--- START ---

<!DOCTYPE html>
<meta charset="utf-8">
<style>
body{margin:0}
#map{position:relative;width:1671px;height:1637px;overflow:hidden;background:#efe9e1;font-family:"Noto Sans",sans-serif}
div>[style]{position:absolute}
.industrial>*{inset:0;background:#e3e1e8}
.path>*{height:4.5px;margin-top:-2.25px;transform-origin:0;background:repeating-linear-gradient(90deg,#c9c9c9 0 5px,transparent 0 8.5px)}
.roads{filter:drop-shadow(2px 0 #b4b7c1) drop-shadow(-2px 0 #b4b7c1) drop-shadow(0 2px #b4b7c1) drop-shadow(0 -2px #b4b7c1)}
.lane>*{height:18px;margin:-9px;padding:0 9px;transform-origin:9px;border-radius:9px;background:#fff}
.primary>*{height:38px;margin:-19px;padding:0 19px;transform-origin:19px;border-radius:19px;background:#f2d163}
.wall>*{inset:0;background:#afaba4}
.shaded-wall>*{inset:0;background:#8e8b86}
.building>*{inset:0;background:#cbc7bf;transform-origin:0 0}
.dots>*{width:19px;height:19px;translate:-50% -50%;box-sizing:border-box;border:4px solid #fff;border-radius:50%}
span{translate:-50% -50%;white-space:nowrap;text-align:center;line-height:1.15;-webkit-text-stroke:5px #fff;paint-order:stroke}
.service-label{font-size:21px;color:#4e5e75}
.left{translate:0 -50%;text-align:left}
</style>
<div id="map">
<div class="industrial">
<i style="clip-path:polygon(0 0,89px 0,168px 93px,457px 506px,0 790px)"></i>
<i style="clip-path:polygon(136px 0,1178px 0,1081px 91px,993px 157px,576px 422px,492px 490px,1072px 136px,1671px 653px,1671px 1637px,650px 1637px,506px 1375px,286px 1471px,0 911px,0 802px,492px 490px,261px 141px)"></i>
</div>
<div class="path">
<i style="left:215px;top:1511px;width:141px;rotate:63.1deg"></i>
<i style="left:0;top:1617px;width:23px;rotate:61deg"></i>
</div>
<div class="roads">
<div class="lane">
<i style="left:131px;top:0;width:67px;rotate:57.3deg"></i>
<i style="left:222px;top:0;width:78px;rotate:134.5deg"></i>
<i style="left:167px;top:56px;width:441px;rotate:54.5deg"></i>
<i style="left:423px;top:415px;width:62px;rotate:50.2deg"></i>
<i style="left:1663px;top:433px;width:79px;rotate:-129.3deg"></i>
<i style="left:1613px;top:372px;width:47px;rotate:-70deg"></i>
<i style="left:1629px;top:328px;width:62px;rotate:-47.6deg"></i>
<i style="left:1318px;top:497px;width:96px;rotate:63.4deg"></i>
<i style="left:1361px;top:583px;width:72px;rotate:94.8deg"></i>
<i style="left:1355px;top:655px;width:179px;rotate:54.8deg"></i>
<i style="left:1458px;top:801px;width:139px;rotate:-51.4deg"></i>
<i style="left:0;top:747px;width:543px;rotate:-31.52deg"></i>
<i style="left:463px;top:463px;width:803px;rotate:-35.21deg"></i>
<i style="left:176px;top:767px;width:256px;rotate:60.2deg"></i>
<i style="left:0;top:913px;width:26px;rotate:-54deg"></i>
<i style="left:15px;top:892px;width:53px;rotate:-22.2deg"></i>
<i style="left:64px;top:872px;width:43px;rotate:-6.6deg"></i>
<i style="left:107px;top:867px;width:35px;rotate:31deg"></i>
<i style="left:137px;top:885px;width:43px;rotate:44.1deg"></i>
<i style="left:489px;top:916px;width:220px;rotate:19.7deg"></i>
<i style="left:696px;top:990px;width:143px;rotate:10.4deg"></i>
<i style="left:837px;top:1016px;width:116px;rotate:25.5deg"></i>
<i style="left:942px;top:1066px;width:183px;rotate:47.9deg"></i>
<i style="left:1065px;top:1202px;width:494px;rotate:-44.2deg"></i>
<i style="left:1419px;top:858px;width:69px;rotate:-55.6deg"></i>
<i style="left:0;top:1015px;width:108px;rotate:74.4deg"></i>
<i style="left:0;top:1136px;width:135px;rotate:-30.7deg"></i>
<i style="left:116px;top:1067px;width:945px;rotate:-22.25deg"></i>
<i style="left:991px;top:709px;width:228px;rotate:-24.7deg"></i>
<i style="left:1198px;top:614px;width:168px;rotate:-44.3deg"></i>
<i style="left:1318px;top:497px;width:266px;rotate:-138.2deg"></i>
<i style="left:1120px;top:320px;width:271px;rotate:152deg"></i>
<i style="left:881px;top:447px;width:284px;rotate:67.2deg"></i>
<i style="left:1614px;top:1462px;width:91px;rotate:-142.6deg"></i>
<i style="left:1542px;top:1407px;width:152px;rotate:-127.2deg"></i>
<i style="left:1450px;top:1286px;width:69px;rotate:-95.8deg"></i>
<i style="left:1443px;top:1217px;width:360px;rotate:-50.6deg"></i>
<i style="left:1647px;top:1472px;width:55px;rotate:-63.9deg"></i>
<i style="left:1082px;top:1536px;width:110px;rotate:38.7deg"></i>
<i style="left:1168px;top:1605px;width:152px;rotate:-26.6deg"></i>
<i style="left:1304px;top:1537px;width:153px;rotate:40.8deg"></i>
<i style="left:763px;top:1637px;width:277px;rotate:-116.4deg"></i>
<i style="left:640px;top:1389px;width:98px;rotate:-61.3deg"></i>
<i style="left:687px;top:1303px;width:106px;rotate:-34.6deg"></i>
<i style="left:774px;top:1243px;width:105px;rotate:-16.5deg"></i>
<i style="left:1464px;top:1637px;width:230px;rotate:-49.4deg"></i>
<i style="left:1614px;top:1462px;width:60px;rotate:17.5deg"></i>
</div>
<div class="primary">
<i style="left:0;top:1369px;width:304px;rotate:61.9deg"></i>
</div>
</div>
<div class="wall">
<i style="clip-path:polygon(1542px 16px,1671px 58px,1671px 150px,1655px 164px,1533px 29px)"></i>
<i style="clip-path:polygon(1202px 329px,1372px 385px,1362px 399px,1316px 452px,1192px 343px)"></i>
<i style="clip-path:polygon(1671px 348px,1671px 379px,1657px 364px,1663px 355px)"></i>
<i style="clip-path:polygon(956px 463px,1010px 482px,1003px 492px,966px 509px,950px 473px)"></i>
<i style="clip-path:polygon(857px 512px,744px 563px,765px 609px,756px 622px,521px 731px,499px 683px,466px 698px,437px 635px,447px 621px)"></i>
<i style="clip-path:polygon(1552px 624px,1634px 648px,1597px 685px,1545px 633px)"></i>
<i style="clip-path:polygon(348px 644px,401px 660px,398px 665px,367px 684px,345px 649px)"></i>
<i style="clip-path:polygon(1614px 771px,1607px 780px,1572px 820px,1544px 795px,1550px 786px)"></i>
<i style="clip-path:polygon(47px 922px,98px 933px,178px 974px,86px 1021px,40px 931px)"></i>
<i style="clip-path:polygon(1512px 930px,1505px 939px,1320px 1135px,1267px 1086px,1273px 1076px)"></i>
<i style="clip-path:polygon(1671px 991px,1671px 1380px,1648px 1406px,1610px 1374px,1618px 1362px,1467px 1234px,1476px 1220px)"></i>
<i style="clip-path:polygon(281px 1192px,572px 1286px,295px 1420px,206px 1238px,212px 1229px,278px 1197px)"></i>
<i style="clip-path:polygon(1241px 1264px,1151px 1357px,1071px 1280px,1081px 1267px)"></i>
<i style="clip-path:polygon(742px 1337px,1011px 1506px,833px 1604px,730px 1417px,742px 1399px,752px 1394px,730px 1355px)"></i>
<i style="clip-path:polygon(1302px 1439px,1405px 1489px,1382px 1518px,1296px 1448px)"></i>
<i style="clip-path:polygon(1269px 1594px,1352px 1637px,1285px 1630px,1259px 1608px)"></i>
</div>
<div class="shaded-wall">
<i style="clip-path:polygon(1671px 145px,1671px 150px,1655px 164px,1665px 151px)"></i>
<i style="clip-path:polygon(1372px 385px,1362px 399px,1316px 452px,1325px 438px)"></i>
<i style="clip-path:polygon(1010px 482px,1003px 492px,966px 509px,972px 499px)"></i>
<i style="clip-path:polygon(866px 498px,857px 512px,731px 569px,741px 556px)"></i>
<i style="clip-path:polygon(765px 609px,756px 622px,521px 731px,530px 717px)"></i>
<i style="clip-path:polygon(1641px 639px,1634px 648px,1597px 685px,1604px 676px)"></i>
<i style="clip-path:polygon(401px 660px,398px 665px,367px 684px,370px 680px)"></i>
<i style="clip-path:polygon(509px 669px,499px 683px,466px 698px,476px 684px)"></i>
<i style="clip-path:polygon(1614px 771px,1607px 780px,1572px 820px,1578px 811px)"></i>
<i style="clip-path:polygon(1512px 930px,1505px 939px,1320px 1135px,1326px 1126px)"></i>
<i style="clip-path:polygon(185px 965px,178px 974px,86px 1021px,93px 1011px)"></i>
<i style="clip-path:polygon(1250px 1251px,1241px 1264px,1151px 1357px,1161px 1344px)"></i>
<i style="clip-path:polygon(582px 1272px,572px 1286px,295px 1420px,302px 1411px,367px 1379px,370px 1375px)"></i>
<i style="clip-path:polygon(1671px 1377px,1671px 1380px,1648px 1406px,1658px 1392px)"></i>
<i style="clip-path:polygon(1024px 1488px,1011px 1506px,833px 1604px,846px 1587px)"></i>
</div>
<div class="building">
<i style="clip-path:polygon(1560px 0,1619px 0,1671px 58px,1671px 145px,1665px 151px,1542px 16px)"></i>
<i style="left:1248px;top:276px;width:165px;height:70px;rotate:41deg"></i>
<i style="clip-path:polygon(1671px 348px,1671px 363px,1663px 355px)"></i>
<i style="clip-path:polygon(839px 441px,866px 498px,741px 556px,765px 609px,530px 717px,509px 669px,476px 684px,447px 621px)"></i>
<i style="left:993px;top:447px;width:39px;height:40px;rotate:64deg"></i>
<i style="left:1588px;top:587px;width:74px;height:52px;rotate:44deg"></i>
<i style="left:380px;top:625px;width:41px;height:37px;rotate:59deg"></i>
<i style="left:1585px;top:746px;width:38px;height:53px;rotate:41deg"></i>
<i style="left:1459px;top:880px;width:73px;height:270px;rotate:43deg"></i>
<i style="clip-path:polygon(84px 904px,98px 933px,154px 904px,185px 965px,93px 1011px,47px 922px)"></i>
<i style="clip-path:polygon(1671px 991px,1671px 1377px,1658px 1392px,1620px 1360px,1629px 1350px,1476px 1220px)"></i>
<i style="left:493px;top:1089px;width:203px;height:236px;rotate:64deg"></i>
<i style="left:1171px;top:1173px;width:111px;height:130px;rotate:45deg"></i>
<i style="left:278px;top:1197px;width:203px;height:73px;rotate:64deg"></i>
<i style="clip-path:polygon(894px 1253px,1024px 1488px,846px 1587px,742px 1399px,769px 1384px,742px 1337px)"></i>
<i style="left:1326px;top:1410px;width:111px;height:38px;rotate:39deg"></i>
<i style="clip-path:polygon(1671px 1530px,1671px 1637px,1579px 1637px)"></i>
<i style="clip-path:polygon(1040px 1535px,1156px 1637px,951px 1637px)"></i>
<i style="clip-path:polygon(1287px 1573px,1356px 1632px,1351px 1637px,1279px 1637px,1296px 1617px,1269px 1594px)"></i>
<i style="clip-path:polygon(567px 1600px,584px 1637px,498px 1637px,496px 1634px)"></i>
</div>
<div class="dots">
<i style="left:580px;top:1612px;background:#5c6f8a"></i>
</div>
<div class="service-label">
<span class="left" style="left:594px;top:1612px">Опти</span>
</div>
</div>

--- END ---

*WHAT TO PRODUCE:*
Reproduce exactly the lines from the beginning of the entries above up to and including the line that contains "0 #b4b7c1) drop-shadow(-2px".

*EXERCISE OUTPUT:*
<!DOCTYPE html>
<meta charset="utf-8">
<style>
body{margin:0}
#map{position:relative;width:1671px;height:1637px;overflow:hidden;background:#efe9e1;font-family:"Noto Sans",sans-serif}
div>[style]{position:absolute}
.industrial>*{inset:0;background:#e3e1e8}
.path>*{height:4.5px;margin-top:-2.25px;transform-origin:0;background:repeating-linear-gradient(90deg,#c9c9c9 0 5px,transparent 0 8.5px)}
.roads{filter:drop-shadow(2px 0 #b4b7c1) drop-shadow(-2px 0 #b4b7c1) drop-shadow(0 2px #b4b7c1) drop-shadow(0 -2px #b4b7c1)}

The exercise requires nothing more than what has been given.